| YOUR OBJECTIVE |
Go through the following listing and count each line that contains the string "Jelapang"; the answer is that number alone.

· · · · ·

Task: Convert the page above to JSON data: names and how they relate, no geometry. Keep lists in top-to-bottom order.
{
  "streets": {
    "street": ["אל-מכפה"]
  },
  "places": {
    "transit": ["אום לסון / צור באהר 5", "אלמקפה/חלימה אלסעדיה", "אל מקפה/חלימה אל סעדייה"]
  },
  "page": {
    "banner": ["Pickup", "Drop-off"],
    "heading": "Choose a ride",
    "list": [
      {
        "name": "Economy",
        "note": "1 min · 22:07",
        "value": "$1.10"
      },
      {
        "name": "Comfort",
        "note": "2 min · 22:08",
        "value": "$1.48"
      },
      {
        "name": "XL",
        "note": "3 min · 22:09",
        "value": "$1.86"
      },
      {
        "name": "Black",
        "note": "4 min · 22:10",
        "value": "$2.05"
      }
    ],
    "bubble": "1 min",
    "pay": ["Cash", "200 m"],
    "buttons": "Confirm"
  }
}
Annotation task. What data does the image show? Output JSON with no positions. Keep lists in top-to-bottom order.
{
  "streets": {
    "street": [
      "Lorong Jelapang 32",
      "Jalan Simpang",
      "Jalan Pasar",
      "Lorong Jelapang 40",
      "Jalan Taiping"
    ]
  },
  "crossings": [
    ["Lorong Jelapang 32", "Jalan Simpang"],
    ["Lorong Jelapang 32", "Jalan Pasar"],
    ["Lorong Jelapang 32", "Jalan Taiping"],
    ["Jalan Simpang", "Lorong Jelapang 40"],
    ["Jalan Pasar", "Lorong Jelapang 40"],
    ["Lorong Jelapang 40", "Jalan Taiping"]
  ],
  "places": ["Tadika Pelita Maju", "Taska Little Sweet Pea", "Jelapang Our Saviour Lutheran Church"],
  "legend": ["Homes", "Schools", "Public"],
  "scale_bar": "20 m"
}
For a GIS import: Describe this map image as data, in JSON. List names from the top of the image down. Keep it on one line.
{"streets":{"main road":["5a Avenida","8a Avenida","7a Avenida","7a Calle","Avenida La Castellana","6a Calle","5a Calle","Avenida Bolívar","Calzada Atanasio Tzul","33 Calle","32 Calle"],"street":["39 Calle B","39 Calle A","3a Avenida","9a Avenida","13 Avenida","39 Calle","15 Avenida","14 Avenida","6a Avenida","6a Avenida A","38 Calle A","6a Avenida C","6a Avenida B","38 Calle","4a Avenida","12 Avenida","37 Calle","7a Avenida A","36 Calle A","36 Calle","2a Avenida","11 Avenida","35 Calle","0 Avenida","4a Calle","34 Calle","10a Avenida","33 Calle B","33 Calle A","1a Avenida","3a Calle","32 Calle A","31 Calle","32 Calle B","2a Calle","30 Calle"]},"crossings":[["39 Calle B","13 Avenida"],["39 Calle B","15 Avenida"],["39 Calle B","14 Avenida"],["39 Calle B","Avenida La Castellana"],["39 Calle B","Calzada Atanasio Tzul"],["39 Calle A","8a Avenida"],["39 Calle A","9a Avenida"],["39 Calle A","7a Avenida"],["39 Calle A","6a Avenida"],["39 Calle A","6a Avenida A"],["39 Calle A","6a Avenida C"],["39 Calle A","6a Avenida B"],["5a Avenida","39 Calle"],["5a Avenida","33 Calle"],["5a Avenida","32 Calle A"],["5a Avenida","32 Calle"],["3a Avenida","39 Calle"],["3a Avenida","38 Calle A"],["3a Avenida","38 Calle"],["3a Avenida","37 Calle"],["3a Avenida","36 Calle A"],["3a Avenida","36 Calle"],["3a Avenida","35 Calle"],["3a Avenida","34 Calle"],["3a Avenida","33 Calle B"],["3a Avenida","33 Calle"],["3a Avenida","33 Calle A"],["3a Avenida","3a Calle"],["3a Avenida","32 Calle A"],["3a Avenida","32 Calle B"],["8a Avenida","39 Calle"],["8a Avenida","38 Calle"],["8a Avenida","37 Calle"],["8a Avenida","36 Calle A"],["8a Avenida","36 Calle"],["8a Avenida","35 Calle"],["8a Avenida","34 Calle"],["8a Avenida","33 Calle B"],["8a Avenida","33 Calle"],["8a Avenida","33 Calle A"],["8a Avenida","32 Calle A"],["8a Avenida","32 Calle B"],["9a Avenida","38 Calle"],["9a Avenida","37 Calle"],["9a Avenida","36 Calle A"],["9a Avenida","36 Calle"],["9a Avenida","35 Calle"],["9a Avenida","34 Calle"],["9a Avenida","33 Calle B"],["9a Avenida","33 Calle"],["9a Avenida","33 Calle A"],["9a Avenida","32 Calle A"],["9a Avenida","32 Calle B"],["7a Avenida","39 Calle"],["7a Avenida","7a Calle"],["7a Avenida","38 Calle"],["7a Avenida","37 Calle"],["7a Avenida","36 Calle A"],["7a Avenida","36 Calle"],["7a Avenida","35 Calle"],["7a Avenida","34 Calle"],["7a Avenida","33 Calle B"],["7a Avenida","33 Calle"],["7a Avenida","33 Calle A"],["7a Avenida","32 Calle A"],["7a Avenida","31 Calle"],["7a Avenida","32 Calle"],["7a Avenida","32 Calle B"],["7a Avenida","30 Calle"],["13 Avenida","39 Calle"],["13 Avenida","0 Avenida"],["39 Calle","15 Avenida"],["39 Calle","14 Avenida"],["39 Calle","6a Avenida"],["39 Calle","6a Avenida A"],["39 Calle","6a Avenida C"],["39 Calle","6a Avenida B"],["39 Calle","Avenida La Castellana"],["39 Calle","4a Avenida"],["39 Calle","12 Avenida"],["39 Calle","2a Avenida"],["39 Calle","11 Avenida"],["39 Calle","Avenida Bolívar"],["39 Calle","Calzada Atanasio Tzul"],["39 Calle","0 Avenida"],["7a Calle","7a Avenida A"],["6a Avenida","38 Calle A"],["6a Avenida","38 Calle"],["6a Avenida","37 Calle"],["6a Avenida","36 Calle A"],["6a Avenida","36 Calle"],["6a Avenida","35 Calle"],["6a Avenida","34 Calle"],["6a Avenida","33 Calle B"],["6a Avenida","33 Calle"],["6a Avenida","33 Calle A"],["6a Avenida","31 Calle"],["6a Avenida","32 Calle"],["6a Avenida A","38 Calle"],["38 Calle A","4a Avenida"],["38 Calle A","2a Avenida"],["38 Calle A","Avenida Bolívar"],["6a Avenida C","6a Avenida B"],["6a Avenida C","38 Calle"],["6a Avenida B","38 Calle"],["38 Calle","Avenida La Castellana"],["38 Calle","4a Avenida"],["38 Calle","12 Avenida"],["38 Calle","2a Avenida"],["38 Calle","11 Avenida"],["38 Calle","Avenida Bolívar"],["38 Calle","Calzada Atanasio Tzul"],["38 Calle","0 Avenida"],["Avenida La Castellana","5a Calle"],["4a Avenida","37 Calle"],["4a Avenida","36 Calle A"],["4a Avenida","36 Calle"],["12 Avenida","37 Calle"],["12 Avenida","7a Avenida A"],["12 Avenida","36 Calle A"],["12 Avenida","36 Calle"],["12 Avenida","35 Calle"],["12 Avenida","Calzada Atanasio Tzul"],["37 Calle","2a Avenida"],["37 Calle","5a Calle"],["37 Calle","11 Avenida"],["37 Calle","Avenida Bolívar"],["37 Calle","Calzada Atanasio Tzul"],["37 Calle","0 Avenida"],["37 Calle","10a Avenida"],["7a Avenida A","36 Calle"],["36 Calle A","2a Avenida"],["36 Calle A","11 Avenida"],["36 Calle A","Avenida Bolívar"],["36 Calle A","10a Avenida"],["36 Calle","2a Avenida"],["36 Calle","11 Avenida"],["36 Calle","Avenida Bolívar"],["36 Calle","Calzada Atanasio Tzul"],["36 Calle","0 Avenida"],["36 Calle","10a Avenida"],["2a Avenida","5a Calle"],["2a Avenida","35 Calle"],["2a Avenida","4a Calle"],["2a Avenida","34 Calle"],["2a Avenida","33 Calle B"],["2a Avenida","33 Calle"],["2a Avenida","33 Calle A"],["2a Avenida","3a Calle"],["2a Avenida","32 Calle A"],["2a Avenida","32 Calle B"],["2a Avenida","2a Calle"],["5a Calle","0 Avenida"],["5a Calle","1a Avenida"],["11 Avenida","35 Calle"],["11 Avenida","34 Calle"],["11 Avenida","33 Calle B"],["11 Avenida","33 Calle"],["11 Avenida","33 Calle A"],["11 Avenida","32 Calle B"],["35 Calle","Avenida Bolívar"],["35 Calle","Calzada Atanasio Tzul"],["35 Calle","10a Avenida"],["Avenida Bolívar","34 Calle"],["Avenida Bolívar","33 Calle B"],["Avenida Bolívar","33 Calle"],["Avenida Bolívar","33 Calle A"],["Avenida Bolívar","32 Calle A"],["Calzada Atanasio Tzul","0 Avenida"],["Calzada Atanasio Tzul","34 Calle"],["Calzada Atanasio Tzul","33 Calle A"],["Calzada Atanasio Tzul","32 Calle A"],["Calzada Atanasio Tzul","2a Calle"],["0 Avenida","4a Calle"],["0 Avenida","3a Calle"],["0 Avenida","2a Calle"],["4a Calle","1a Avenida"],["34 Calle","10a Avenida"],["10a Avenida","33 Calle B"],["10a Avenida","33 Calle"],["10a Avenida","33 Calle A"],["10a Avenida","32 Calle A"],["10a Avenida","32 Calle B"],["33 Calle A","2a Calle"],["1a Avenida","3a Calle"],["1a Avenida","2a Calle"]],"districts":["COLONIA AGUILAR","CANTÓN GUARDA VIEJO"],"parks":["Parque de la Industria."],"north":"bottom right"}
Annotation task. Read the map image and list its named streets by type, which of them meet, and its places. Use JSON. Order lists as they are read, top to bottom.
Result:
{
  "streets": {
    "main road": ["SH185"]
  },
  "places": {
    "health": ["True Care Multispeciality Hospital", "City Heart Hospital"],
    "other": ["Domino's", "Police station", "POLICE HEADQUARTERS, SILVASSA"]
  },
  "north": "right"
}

· · · · ·

| RESULT FOR THIS TASK |
9